The Silicon Valley Out-of-School-Time Collaborative is a capacity-building initiative, including eight youth development organizations and four funders in Santa Clara and San Mateo counties. Each of the organizations serve secondary-aged students outside the formal school day through a variety of academic supports, including tutoring, academic advising and summer enrichment programs. Between 2014-16, the Collaborative sought to build the non-cognitive skills of the youth they serve.
Nurturing Social-Emotional Learning in Out-of-School-Time
Collaborative members participated in a Professional Learning Community, training and coaching in developing non-cognitive skills, and capacity building around evaluation. The Collaborative researched and selected off the shelf curricula for use in their programs; four member agencies developed their own approach in the second program cycle.
The Question: Can social-emotional learning be intentionally taught and measured?

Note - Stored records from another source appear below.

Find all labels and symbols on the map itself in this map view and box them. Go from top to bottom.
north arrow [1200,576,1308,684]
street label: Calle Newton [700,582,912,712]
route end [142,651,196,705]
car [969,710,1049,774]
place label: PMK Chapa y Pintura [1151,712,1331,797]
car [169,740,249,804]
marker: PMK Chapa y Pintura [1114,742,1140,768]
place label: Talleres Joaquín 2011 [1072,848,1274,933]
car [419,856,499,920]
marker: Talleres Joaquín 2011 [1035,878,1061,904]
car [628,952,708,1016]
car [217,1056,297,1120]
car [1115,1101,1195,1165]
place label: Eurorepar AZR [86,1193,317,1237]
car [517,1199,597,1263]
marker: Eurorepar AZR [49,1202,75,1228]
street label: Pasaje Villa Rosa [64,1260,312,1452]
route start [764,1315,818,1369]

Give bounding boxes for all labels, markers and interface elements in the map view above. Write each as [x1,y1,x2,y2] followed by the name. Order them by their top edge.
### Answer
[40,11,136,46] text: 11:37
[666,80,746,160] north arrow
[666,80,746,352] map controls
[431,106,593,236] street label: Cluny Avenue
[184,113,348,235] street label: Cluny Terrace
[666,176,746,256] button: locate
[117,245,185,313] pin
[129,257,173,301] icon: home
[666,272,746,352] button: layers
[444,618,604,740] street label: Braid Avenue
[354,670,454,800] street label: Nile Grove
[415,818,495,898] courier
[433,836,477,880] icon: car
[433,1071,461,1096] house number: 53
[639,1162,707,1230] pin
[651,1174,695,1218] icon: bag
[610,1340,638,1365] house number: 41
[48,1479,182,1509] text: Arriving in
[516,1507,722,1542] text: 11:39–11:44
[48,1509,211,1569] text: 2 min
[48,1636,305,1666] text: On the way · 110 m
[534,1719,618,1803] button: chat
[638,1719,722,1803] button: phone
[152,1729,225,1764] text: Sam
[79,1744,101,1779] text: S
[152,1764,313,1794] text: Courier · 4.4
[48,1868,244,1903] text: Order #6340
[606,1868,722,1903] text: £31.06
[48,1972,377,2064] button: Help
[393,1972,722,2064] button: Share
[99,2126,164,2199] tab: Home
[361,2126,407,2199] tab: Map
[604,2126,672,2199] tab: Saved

The Collaborative wanted to know whether participating organizations were successful in establishing a strong learning context, training staff to implement research-based curricula, and helping youth build specific non-cognitive skills. Would sustained, intentional focus on non-cognitive skill building within out-of-school time programs result in measurable gains for participating youth?
The Process: Assessing effectiveness and documenting lessons learned
Public Profit used a host of tools to evaluate the effectiveness of the initiative and to gather Collaborative members’ reflections and lessons learned. We used the Youth Program Quality Assessment Tool; created staff surveys; aligned specific scales of the Holistic Student Assessment to the Collaborative’s three focal non-cognitive skills; analyzed member reports; and observed staff practice.
The Outcome: Members shifted practice; youth showed significant growth
Our evaluation showed that young people built non-cognitive skills in the three focal areas: Academic Mindsets, Learning Strategies and Social Skills. Collaborative member agencies increased their ability to support young people’s non-cognitive skill development, and they have concrete plans to continue along this path. Collaborative funders have a deeper understanding of what it takes to support a complex, multi-member initiative, and the time and resources required to see systemic change.